* _DIRECTIONS FOR THIS TASK_:
Repeat the listing below exactly.

BEGIN RECORDS FOR THE EXERCISE

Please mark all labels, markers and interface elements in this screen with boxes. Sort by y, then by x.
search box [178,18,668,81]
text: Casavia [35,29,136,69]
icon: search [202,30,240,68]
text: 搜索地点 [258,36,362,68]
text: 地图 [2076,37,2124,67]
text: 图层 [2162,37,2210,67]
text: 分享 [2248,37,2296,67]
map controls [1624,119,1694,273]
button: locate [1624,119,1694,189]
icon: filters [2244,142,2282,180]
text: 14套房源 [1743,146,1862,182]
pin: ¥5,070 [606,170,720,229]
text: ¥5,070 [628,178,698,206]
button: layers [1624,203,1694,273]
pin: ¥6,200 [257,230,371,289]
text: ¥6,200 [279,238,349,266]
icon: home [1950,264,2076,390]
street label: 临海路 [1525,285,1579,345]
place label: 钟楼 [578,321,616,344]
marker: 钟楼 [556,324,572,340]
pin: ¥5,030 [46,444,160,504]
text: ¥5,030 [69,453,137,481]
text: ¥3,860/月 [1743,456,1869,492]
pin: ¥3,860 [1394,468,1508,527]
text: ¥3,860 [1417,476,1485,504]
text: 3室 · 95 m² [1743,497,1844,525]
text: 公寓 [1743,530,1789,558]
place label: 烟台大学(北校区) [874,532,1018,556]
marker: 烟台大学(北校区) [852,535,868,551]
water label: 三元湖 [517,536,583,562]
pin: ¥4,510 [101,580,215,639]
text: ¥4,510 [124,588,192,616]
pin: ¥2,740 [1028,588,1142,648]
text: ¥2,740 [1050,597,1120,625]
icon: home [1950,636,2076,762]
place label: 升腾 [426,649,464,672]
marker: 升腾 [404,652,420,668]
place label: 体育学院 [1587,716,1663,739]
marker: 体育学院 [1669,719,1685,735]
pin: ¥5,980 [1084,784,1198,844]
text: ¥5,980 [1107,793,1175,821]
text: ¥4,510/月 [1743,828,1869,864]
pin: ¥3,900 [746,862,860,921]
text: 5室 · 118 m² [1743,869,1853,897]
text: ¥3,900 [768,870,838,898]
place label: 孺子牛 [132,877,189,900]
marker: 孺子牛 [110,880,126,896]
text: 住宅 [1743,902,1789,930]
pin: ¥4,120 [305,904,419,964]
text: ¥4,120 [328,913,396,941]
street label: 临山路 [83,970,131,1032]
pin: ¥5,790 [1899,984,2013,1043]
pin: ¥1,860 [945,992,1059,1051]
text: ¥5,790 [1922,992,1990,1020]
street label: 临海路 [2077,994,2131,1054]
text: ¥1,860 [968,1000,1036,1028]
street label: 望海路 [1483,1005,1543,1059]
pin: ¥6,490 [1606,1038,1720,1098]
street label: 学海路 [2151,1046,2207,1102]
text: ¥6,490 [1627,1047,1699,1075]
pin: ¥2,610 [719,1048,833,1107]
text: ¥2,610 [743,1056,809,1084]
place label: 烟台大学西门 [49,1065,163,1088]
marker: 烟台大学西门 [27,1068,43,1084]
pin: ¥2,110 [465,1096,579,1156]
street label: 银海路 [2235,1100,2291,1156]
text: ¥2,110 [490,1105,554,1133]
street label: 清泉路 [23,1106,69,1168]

END RECORDS FOR THE EXERCISE

* _FINAL ANSWER_:
Please mark all labels, markers and interface elements in this screen with boxes. Sort by y, then by x.
search box [178,18,668,81]
text: Casavia [35,29,136,69]
icon: search [202,30,240,68]
text: 搜索地点 [258,36,362,68]
text: 地图 [2076,37,2124,67]
text: 图层 [2162,37,2210,67]
text: 分享 [2248,37,2296,67]
map controls [1624,119,1694,273]
button: locate [1624,119,1694,189]
icon: filters [2244,142,2282,180]
text: 14套房源 [1743,146,1862,182]
pin: ¥5,070 [606,170,720,229]
text: ¥5,070 [628,178,698,206]
button: layers [1624,203,1694,273]
pin: ¥6,200 [257,230,371,289]
text: ¥6,200 [279,238,349,266]
icon: home [1950,264,2076,390]
street label: 临海路 [1525,285,1579,345]
place label: 钟楼 [578,321,616,344]
marker: 钟楼 [556,324,572,340]
pin: ¥5,030 [46,444,160,504]
text: ¥5,030 [69,453,137,481]
text: ¥3,860/月 [1743,456,1869,492]
pin: ¥3,860 [1394,468,1508,527]
text: ¥3,860 [1417,476,1485,504]
text: 3室 · 95 m² [1743,497,1844,525]
text: 公寓 [1743,530,1789,558]
place label: 烟台大学(北校区) [874,532,1018,556]
marker: 烟台大学(北校区) [852,535,868,551]
water label: 三元湖 [517,536,583,562]
pin: ¥4,510 [101,580,215,639]
text: ¥4,510 [124,588,192,616]
pin: ¥2,740 [1028,588,1142,648]
text: ¥2,740 [1050,597,1120,625]
icon: home [1950,636,2076,762]
place label: 升腾 [426,649,464,672]
marker: 升腾 [404,652,420,668]
place label: 体育学院 [1587,716,1663,739]
marker: 体育学院 [1669,719,1685,735]
pin: ¥5,980 [1084,784,1198,844]
text: ¥5,980 [1107,793,1175,821]
text: ¥4,510/月 [1743,828,1869,864]
pin: ¥3,900 [746,862,860,921]
text: 5室 · 118 m² [1743,869,1853,897]
text: ¥3,900 [768,870,838,898]
place label: 孺子牛 [132,877,189,900]
marker: 孺子牛 [110,880,126,896]
text: 住宅 [1743,902,1789,930]
pin: ¥4,120 [305,904,419,964]
text: ¥4,120 [328,913,396,941]
street label: 临山路 [83,970,131,1032]
pin: ¥5,790 [1899,984,2013,1043]
pin: ¥1,860 [945,992,1059,1051]
text: ¥5,790 [1922,992,1990,1020]
street label: 临海路 [2077,994,2131,1054]
text: ¥1,860 [968,1000,1036,1028]
street label: 望海路 [1483,1005,1543,1059]
pin: ¥6,490 [1606,1038,1720,1098]
street label: 学海路 [2151,1046,2207,1102]
text: ¥6,490 [1627,1047,1699,1075]
pin: ¥2,610 [719,1048,833,1107]
text: ¥2,610 [743,1056,809,1084]
place label: 烟台大学西门 [49,1065,163,1088]
marker: 烟台大学西门 [27,1068,43,1084]
pin: ¥2,110 [465,1096,579,1156]
street label: 银海路 [2235,1100,2291,1156]
text: ¥2,110 [490,1105,554,1133]
street label: 清泉路 [23,1106,69,1168]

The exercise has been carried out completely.